__Task directions__. If a line in the entries below contains "Arrive", copy it.

====

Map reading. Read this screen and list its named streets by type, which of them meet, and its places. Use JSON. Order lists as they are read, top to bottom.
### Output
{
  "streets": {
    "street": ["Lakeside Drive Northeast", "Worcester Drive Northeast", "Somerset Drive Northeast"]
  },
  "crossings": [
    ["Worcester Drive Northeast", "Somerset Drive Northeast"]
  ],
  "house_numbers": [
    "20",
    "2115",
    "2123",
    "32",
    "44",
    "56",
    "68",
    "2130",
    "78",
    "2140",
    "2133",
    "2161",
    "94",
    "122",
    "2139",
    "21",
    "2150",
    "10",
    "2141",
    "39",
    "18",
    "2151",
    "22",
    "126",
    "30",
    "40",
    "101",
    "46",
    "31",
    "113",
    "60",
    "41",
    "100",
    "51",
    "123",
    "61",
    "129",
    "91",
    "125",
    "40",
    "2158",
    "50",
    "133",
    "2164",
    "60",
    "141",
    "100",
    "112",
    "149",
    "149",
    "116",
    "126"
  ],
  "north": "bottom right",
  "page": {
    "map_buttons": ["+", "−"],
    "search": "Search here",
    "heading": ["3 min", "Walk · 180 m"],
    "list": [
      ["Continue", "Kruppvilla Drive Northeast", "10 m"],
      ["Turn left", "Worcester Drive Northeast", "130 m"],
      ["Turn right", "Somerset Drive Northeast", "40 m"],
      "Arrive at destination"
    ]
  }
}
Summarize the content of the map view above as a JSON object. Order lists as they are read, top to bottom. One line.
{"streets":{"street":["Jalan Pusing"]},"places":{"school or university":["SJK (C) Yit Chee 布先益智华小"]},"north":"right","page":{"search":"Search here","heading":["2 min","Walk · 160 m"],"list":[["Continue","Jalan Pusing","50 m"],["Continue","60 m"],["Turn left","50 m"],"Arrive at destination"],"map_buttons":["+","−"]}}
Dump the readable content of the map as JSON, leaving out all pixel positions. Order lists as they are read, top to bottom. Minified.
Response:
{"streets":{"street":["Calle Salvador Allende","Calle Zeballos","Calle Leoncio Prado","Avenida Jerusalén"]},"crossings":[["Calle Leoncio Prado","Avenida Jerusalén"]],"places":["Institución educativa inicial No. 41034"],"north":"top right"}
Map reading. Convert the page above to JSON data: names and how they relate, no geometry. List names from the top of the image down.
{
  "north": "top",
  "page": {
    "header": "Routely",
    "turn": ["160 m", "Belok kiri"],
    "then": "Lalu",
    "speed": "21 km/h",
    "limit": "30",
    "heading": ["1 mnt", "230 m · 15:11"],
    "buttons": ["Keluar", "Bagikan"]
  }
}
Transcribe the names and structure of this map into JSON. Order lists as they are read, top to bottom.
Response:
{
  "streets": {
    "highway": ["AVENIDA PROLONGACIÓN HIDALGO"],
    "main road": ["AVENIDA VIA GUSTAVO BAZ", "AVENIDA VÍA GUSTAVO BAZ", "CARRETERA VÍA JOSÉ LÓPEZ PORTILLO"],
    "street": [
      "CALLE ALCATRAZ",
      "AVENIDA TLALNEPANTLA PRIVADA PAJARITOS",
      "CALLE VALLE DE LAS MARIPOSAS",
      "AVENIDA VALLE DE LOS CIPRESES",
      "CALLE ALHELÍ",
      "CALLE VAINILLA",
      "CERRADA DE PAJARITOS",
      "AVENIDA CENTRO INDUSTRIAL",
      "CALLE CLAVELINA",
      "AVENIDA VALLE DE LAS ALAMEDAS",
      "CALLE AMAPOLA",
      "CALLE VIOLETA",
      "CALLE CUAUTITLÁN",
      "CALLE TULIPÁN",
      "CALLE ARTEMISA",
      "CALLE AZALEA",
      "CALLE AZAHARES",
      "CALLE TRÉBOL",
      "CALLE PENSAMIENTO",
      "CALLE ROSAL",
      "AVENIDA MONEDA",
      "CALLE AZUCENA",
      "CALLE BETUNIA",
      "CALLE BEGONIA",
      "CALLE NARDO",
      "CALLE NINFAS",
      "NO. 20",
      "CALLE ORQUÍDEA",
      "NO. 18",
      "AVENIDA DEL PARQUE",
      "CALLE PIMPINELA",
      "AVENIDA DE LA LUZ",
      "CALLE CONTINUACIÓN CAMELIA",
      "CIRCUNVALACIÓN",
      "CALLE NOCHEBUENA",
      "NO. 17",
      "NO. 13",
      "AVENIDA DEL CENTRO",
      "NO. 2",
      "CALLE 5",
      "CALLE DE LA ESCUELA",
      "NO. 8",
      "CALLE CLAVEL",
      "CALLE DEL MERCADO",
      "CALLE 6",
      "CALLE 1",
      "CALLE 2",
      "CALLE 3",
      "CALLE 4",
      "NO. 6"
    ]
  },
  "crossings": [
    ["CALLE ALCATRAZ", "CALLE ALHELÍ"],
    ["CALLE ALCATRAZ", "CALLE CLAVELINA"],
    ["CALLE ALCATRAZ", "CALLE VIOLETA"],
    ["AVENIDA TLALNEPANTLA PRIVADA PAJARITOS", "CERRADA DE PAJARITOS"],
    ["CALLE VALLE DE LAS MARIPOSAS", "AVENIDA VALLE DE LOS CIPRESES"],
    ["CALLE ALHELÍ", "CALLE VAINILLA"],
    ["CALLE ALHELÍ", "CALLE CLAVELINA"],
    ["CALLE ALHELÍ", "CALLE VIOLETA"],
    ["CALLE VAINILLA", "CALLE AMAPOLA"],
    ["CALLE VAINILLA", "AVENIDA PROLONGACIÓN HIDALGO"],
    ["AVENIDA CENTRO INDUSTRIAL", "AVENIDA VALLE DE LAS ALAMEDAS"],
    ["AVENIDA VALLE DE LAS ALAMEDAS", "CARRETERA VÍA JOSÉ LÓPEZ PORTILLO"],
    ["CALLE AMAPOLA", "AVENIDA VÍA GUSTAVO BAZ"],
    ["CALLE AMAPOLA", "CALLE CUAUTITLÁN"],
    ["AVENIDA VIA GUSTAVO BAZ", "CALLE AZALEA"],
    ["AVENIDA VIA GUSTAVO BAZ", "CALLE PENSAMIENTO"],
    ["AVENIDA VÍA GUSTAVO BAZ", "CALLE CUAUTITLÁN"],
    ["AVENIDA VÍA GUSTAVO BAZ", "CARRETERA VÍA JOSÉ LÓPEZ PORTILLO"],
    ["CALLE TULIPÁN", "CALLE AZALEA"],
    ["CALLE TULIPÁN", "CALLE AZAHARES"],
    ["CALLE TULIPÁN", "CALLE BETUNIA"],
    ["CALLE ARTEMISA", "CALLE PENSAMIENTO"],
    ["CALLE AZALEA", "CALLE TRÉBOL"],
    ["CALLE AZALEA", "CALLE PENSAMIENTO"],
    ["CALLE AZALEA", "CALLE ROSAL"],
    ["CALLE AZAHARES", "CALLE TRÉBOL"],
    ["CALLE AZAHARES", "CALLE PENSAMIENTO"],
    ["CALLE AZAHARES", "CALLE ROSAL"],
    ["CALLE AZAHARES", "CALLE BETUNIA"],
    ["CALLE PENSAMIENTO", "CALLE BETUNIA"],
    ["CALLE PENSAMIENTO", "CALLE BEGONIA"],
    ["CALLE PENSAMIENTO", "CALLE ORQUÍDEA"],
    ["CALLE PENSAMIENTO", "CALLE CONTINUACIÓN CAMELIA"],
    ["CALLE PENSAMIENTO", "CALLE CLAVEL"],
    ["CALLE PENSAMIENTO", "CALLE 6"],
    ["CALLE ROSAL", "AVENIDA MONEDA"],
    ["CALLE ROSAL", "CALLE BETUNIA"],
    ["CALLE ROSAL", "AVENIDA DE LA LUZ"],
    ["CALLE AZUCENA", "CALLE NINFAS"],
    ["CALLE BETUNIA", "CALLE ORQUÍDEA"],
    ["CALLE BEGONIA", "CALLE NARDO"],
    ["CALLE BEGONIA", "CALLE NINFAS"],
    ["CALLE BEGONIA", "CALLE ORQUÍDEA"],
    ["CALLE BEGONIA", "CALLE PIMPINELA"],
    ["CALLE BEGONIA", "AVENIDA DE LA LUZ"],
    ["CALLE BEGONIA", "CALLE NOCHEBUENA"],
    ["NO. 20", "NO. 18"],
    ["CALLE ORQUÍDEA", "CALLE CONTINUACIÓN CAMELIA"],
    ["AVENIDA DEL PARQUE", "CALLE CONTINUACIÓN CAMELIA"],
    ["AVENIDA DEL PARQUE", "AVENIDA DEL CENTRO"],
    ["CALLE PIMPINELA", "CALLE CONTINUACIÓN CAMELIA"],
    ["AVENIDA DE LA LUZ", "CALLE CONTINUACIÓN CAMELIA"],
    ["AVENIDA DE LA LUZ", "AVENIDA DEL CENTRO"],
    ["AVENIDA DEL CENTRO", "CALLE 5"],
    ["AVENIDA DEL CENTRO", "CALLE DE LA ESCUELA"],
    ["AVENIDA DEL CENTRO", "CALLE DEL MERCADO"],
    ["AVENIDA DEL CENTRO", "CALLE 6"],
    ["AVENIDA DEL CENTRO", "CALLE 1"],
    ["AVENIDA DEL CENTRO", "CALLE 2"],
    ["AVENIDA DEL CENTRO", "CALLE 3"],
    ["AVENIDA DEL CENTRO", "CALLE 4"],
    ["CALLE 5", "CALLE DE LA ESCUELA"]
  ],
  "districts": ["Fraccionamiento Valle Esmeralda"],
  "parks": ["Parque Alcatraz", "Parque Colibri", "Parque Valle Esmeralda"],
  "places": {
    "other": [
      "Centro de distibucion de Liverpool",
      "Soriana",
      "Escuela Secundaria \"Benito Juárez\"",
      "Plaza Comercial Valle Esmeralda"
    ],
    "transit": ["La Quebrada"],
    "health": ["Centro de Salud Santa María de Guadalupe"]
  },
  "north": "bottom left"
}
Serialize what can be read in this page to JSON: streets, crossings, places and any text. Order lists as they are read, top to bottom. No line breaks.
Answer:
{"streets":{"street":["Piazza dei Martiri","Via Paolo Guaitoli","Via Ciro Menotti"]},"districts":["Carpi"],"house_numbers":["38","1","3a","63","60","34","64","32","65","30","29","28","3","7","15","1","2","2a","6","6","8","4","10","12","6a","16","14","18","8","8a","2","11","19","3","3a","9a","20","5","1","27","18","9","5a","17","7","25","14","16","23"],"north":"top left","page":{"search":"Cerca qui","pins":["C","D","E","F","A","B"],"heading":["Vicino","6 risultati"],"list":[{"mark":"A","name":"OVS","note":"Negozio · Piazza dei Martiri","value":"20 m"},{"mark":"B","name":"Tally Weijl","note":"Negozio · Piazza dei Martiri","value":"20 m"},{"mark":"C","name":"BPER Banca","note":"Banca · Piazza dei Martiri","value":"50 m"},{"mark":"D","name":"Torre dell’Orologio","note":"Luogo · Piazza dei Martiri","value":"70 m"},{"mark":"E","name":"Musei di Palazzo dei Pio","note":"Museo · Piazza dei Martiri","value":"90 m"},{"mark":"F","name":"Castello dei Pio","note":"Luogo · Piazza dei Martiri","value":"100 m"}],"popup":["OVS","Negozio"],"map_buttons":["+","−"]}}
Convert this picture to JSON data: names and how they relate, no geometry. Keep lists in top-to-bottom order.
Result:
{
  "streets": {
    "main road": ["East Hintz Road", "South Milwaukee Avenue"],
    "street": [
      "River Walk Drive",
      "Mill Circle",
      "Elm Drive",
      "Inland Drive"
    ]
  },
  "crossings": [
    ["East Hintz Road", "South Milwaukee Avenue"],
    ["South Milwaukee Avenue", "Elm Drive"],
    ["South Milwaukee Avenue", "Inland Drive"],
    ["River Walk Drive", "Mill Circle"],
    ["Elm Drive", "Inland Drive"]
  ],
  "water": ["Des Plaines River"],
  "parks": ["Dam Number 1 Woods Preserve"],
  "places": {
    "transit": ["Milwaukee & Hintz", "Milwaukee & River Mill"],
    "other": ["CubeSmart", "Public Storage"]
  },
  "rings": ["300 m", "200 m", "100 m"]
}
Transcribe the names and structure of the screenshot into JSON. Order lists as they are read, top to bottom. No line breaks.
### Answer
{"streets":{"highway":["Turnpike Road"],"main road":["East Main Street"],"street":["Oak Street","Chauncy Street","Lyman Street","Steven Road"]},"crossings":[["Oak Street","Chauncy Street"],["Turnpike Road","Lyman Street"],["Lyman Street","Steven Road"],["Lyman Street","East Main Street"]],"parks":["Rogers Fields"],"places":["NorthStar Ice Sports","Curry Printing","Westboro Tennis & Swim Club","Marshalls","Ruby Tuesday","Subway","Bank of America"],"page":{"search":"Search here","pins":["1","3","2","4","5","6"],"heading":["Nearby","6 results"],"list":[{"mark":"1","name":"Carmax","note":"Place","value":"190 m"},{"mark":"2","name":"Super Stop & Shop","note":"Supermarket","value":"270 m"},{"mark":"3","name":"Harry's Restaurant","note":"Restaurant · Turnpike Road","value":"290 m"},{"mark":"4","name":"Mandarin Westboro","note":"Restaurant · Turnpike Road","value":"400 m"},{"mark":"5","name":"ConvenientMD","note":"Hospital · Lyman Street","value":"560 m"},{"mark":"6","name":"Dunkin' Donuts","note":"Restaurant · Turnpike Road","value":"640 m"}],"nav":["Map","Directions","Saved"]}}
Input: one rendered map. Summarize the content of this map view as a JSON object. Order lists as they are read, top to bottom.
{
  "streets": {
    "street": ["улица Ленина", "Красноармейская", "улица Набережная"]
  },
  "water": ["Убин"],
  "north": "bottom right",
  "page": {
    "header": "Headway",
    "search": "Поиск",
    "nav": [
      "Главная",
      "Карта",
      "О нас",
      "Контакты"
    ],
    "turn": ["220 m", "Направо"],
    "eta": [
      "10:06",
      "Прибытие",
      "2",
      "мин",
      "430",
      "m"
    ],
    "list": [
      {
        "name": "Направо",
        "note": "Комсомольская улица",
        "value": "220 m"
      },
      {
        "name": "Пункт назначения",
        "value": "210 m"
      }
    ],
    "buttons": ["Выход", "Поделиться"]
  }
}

====

__Solution to this task__.
      "Arrive at destination"
{"streets":{"street":["Jalan Pusing"]},"places":{"school or university":["SJK (C) Yit Chee 布先益智华小"]},"north":"right","page":{"search":"Search here","heading":["2 min","Walk · 160 m"],"list":[["Continue","Jalan Pusing","50 m"],["Continue","60 m"],["Turn left","50 m"],"Arrive at destination"],"map_buttons":["+","−"]}}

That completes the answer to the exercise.